9. A pharmaceutical composition comprising an effective amount of one or more first active ingredients selected from the group consisting of GLP-1 and GLP-1 analogs for treating or preventing NASH in a subject.

10. The pharmaceutical composition of claim 9, wherein the subject has NASH or has an elevated risk of having NASH.

11. The pharmaceutical composition of claim 9, wherein the GLP-1 analogs are selected from the group consisting of GLP-1 (7-37), GLP-1 (7-36), and GLP-1 (7-35).

12. The pharmaceutical composition of claim 9, wherein the GLP-1 and/or GLP-1 analogs have a C-terminal free carboxyl group.

13. The pharmaceutical composition of claim 9, wherein the GLP-1 analog is Beinaglutide.

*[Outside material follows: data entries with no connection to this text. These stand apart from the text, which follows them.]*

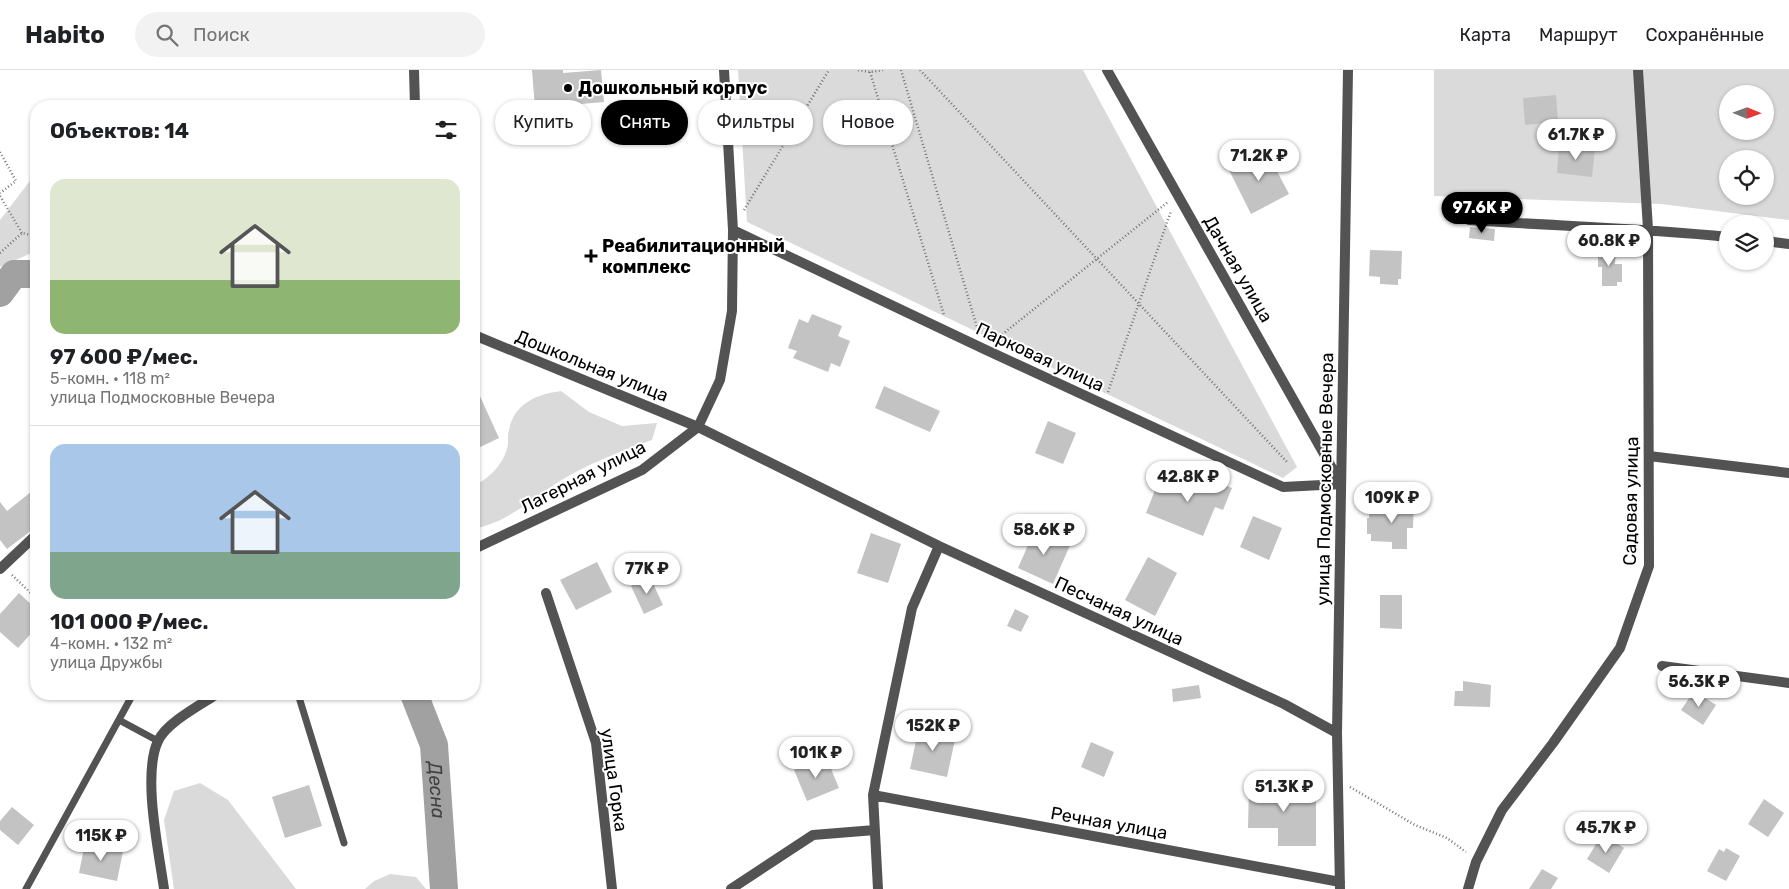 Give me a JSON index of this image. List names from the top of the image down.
{
  "streets": {
    "street": [
      "Дачная улица",
      "Парковая улица",
      "Дошкольная улица",
      "Лагерная улица",
      "улица Подмосковные Вечера",
      "Садовая улица",
      "Песчаная улица",
      "улица Горка",
      "Речная улица"
    ]
  },
  "crossings": [
    ["Дачная улица", "Парковая улица"],
    ["Дачная улица", "улица Подмосковные Вечера"],
    ["Парковая улица", "Лагерная улица"],
    ["Парковая улица", "улица Подмосковные Вечера"],
    ["Дошкольная улица", "Лагерная улица"],
    ["Дошкольная улица", "Песчаная улица"],
    ["Лагерная улица", "Песчаная улица"],
    ["улица Подмосковные Вечера", "Песчаная улица"],
    ["улица Подмосковные Вечера", "Речная улица"]
  ],
  "water": ["Десна"],
  "places": {
    "other": ["Дошкольный корпус"],
    "health": ["Реабилитационный комплекс"]
  },
  "north": "right",
  "page": {
    "header": "Habito",
    "search": "Поиск",
    "nav": ["Карта", "Маршрут", "Сохранённые"],
    "chip": [
      "Купить",
      "Снять",
      "Фильтры",
      "Новое"
    ],
    "heading": "Объектов: 14",
    "price": [
      "61.7K ₽",
      "71.2K ₽",
      "97.6K ₽",
      "60.8K ₽",
      "42.8K ₽",
      "109K ₽",
      "58.6K ₽",
      "77K ₽",
      "56.3K ₽",
      "152K ₽",
      "101K ₽",
      "51.3K ₽",
      "45.7K ₽",
      "115K ₽"
    ],
    "list": [
      {
        "name": "97 600 ₽/мес.",
        "note": "5-комн. · 118 m² · улица Подмосковные Вечера"
      },
      {
        "name": "101 000 ₽/мес.",
        "note": "4-комн. · 132 m² · улица Дружбы"
      }
    ]
  }
} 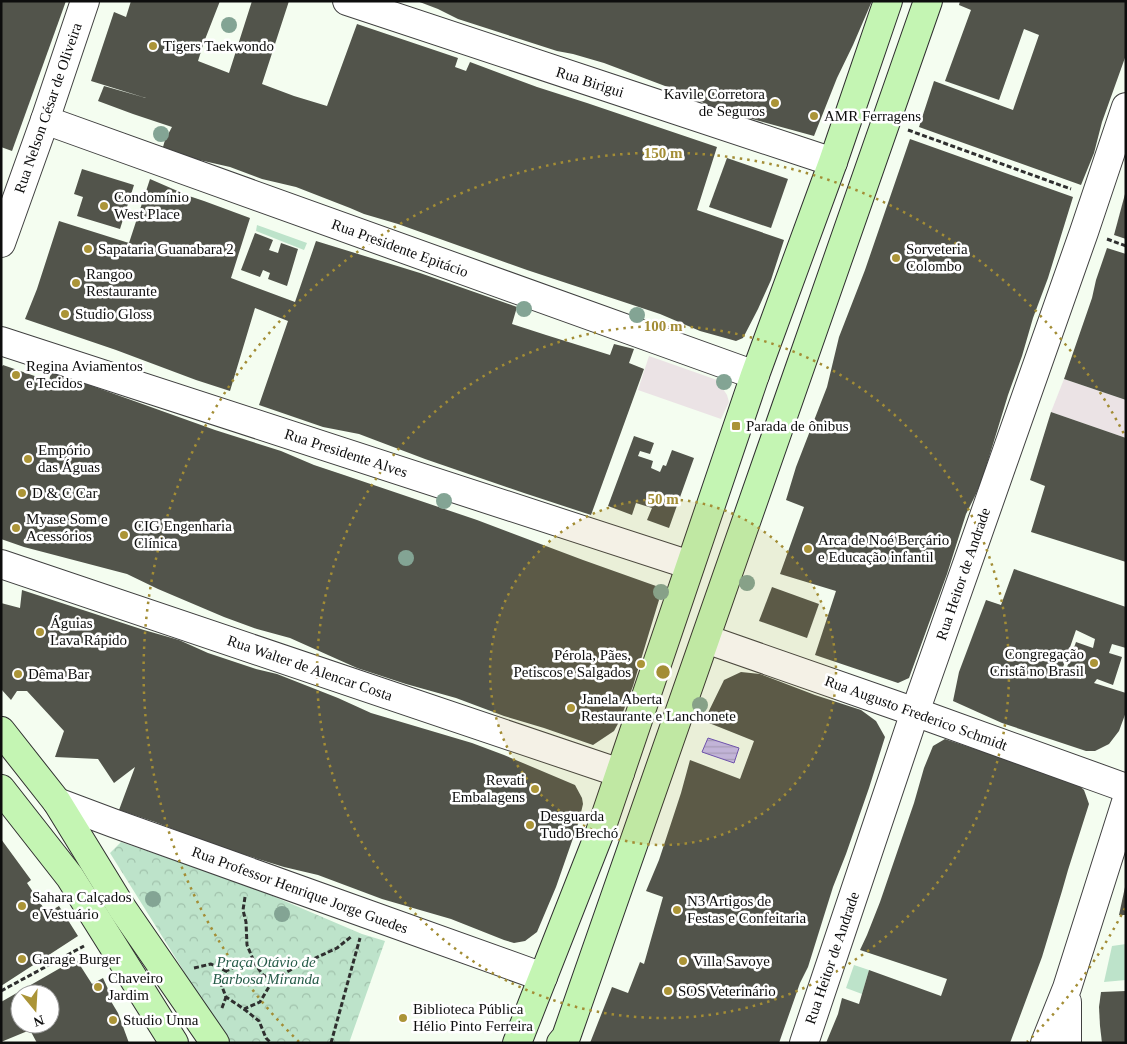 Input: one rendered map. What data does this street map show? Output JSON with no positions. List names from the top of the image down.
{
  "streets": {
    "street": [
      "Rua Birigui",
      "Rua Nelson César de Oliveira",
      "Rua Presidente Epitácio",
      "Rua Presidente Alves",
      "Rua Heitor de Andrade",
      "Rua Walter de Alencar Costa",
      "Rua Augusto Frederico Schmidt",
      "Rua Professor Henrique Jorge Guedes"
    ]
  },
  "crossings": [
    ["Rua Nelson César de Oliveira", "Rua Presidente Epitácio"],
    ["Rua Heitor de Andrade", "Rua Augusto Frederico Schmidt"]
  ],
  "parks": ["Praça Otávio de Barbosa Miranda"],
  "places": {
    "other": [
      "Tigers Taekwondo",
      "Kavile Corretora de Seguros",
      "AMR Ferragens",
      "Condomínio West Place",
      "Sapataria Guanabara 2",
      "Sorveteria Colombo",
      "Rangoo Restaurante",
      "Studio Gloss",
      "Regina Aviamentos e Tecidos",
      "Empório das Águas",
      "D & C Car",
      "Myase Som e Acessórios",
      "CIG Engenharia Clínica",
      "Arca de Noé Berçário e Educação infantil",
      "Águias Lava Rápido",
      "Congregação Cristã no Brasil",
      "Pérola, Pães, Petiscos e Salgados",
      "Dêma Bar",
      "Janela Aberta Restaurante e Lanchonete",
      "Revati Embalagens",
      "Desguarda Tudo Brechó",
      "Sahara Calçados e Vestuário",
      "N3 Artigos de Festas e Confeitaria",
      "Garage Burger",
      "Villa Savoye",
      "Chaveiro Jardim",
      "SOS Veterinário",
      "Biblioteca Pública Hélio Pinto Ferreira",
      "Studio Unna"
    ],
    "transit": ["Parada de ônibus"]
  },
  "north": "bottom",
  "rings": ["150 m", "100 m", "50 m"]
} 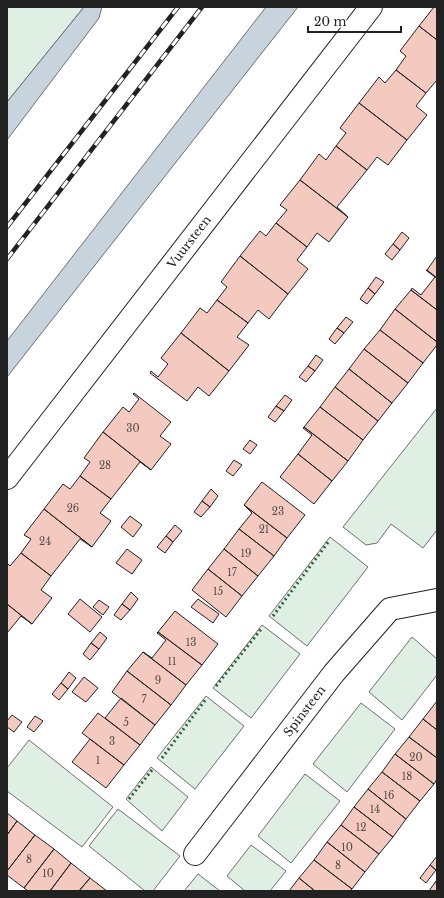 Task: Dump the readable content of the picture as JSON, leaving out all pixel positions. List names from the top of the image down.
{
  "streets": {
    "street": ["Vuursteen", "Spinsteen"]
  },
  "house_numbers": [
    "30",
    "28",
    "26",
    "23",
    "21",
    "24",
    "19",
    "17",
    "15",
    "13",
    "11",
    "9",
    "7",
    "5",
    "3",
    "20",
    "1",
    "18",
    "16",
    "14",
    "12",
    "10",
    "8",
    "8",
    "10"
  ],
  "scale_bar": "20 m"
}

14. The pharmaceutical composition of claim 9, wherein the GLP-1 and/or GLP-1 analogs are present at a concentration of 2 mg/mL.

15. The pharmaceutical composition of claim 9, wherein the pharmaceutical composition is preloaded into an administration device.

16. The pharmaceutical composition of claim 15, wherein the administration device is an injection pen or a pump.

17. The pharmaceutical composition of claim 9, further comprising one or more pharmaceutically acceptable excipients.

18. The pharmaceutical composition of claim 9, wherein the pharmaceutical composition is formulated for subcutaneous injection, intraperitoneal injection, intravenous injection, or infusion.